7. Aux termes de l’article 8 de la convention européenne de sauvegarde des droits de l’homme et des libertés fondamentales : « 1. Toute personne a droit au respect de sa vie privée et familiale (). / 2. Il ne peut y avoir ingérence d’une autorité publique dans l’exercice de ce droit que pour autant que cette ingérence est prévue par la loi et qu’elle constitue une mesure qui, dans une société démocratique, est nécessaire à la sécurité nationale, à la sûreté publique, au bien-être économique du pays, à la défense de l’ordre et à la prévention des infractions pénales, à la protection de la santé ou de la morale, ou à la protection des droits et libertés d’autrui. ».

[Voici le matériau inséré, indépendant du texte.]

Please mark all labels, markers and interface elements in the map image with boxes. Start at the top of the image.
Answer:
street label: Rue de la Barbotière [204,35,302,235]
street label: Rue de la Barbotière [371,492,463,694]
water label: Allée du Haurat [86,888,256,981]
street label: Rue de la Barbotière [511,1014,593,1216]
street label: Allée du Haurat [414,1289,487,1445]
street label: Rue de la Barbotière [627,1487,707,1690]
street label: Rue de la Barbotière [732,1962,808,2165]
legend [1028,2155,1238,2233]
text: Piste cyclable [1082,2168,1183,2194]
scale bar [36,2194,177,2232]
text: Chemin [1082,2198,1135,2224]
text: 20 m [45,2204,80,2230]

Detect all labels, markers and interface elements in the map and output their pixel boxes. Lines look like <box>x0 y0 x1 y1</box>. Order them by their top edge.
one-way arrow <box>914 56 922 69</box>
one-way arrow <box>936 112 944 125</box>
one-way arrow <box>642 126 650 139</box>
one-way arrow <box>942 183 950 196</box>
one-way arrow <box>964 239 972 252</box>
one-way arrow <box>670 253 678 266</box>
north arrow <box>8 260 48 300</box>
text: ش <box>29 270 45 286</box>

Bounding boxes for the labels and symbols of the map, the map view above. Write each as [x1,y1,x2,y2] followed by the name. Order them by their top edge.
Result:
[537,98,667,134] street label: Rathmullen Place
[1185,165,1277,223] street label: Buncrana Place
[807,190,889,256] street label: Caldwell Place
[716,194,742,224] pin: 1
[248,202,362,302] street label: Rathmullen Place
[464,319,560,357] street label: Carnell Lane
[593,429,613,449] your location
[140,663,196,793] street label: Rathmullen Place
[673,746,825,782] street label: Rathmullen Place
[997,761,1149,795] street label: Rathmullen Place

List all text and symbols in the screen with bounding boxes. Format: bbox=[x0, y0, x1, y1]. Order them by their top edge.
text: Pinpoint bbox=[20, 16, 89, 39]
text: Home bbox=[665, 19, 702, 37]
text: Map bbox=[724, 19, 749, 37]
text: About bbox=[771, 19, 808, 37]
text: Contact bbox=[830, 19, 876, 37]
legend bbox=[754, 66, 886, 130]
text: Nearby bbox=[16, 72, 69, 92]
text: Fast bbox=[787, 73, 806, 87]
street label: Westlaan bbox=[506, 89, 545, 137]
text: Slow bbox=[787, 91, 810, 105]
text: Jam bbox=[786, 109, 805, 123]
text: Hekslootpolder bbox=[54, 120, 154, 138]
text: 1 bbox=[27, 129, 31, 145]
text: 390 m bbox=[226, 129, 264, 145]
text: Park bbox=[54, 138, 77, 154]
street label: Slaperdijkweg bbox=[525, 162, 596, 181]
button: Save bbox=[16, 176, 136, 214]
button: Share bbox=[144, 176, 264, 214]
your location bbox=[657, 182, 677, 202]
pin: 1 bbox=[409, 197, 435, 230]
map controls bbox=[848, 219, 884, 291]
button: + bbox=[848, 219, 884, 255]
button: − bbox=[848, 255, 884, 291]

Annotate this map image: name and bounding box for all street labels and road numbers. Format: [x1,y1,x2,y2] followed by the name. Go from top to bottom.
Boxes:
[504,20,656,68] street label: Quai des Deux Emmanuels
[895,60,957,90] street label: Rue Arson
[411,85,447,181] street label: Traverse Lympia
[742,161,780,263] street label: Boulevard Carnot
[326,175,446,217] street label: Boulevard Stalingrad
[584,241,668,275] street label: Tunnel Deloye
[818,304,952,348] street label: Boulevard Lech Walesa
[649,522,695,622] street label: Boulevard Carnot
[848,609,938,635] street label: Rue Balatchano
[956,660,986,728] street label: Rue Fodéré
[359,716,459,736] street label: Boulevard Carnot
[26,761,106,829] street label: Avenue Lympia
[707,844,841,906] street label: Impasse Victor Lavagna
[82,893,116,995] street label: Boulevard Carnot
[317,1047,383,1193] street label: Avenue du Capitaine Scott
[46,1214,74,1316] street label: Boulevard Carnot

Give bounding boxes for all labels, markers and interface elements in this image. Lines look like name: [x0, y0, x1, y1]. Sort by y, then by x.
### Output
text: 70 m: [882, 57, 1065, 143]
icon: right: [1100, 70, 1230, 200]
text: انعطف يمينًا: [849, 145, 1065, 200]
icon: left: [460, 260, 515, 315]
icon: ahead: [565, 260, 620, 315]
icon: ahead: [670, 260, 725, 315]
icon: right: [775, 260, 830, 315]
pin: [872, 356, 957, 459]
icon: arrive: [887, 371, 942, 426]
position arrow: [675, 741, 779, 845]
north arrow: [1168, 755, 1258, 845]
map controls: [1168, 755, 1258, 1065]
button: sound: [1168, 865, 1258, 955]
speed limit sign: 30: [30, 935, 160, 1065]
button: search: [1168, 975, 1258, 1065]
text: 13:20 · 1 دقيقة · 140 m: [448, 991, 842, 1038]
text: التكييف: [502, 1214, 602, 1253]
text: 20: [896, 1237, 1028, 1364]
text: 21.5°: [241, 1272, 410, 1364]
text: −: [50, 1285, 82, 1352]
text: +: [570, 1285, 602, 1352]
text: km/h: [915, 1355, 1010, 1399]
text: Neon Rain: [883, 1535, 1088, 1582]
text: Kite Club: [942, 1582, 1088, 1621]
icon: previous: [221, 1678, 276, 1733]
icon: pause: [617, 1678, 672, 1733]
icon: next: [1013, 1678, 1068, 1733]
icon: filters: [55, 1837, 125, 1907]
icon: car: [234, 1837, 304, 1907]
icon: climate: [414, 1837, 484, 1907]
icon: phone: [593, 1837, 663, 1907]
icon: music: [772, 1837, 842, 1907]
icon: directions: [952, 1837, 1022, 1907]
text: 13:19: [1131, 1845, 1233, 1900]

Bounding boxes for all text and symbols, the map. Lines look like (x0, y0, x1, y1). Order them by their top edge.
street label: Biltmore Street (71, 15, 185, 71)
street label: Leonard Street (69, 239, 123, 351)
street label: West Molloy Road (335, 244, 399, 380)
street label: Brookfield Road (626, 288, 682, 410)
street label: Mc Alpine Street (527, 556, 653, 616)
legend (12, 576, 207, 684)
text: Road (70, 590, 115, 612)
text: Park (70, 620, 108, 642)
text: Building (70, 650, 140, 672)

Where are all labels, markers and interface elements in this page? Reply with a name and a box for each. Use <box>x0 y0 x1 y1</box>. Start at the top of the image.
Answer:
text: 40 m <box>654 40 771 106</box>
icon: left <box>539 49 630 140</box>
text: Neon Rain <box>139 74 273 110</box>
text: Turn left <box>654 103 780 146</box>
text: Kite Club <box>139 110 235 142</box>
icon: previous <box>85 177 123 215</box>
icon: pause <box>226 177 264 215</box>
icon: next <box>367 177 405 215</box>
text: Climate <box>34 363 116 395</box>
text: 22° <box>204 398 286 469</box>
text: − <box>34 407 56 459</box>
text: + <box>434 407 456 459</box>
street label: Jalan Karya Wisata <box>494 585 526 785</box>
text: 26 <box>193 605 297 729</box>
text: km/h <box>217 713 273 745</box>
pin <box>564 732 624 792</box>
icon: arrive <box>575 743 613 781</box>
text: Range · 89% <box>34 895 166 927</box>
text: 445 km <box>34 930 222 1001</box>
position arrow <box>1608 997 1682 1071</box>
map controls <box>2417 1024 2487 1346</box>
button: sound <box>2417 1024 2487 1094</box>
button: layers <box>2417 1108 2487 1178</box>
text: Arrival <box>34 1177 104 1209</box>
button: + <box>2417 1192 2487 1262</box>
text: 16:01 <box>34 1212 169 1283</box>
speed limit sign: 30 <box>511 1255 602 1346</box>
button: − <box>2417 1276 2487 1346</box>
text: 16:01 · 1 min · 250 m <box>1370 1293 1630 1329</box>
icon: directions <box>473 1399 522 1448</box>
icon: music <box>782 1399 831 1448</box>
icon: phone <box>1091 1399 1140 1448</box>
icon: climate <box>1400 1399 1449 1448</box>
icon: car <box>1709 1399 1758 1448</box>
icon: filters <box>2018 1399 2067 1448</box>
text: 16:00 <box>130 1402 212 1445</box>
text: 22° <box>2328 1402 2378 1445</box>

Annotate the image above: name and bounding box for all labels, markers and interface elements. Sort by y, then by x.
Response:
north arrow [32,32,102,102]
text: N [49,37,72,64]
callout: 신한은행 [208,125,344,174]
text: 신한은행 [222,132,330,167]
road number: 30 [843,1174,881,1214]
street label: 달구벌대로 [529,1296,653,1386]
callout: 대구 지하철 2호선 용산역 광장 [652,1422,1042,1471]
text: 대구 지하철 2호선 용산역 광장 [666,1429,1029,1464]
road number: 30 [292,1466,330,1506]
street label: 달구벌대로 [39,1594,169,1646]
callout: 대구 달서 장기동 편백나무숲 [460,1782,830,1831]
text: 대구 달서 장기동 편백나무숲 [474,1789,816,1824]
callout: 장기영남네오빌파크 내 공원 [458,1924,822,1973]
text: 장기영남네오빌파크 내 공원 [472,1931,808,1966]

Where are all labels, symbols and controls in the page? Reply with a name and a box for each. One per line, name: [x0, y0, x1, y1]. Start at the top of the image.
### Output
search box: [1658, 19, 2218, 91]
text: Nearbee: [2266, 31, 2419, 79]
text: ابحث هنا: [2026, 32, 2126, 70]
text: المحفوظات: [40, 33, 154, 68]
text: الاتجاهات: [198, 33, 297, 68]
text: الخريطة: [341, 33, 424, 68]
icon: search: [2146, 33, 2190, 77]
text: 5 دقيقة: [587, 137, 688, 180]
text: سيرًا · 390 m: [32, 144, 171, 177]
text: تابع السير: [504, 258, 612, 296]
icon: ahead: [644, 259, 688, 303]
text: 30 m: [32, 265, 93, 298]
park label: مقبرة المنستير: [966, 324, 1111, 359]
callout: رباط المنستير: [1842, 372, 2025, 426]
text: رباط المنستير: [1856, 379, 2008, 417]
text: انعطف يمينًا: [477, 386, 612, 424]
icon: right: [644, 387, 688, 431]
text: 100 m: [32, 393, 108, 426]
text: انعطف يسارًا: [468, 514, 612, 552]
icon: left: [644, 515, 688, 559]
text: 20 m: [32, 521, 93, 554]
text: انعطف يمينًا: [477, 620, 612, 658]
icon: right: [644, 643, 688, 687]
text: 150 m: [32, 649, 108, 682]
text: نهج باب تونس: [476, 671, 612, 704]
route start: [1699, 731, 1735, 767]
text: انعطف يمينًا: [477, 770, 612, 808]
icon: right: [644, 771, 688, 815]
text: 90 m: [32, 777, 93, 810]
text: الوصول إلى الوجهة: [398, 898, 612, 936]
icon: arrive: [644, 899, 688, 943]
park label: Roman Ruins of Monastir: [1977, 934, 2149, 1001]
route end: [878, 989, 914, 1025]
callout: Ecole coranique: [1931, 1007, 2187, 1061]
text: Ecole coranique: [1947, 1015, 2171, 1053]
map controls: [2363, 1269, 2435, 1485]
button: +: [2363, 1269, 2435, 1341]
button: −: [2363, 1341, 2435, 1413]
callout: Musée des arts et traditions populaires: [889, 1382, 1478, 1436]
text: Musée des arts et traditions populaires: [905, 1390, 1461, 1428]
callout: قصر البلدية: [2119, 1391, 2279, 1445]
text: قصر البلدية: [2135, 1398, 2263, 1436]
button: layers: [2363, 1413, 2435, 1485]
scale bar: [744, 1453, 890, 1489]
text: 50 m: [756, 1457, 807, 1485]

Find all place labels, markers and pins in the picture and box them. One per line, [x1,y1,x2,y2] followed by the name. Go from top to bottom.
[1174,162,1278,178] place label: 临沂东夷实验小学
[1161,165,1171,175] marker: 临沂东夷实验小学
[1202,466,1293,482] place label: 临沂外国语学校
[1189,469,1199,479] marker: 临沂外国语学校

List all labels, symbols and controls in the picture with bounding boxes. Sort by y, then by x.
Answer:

8. En l’état de l’instruction aucun des moyens susvisés n’apparaît propre à créer un doute sérieux quant à la légalité de la décision en litige. Par suite, sans qu’il soit besoin de se prononcer sur la condition d’urgence, les conclusions aux fins de suspension de l’exécution de cette décision doivent être rejetées. Doivent également être rejetées par voie de conséquence les conclusions à fin d’injonction et les conclusions présentées au titre de l’article L. 761-1 du code de justice administrative.
O R D O N N E :
Article 1er : Mme A est admise au bénéfice de l’aide juridictionnelle à titre provisoire.
Article 2 : Le surplus des conclusions de la requête est rejeté.
Article 3 : La présente ordonnance sera notifiée à Mme B A, à Me Cote Zerbib et au ministre d’Etat, ministre de l’intérieur.
Copie en sera adressée au préfet de l’Yonne et au bureau d’aide juridictionnelle près le tribunal judiciaire de Dijon.
Fait à Dijon, le 8 juillet 2025.
La juge des référés,
Pauline Hascoët
La République mande et ordonne au ministre d’Etat, ministre de l’intérieur, en ce qui le concerne, ou à tous commissaires de justice à ce requis, en ce qui concerne les voies de droit commun contre les parties privées, de pourvoir à l’exécution de la présente décision.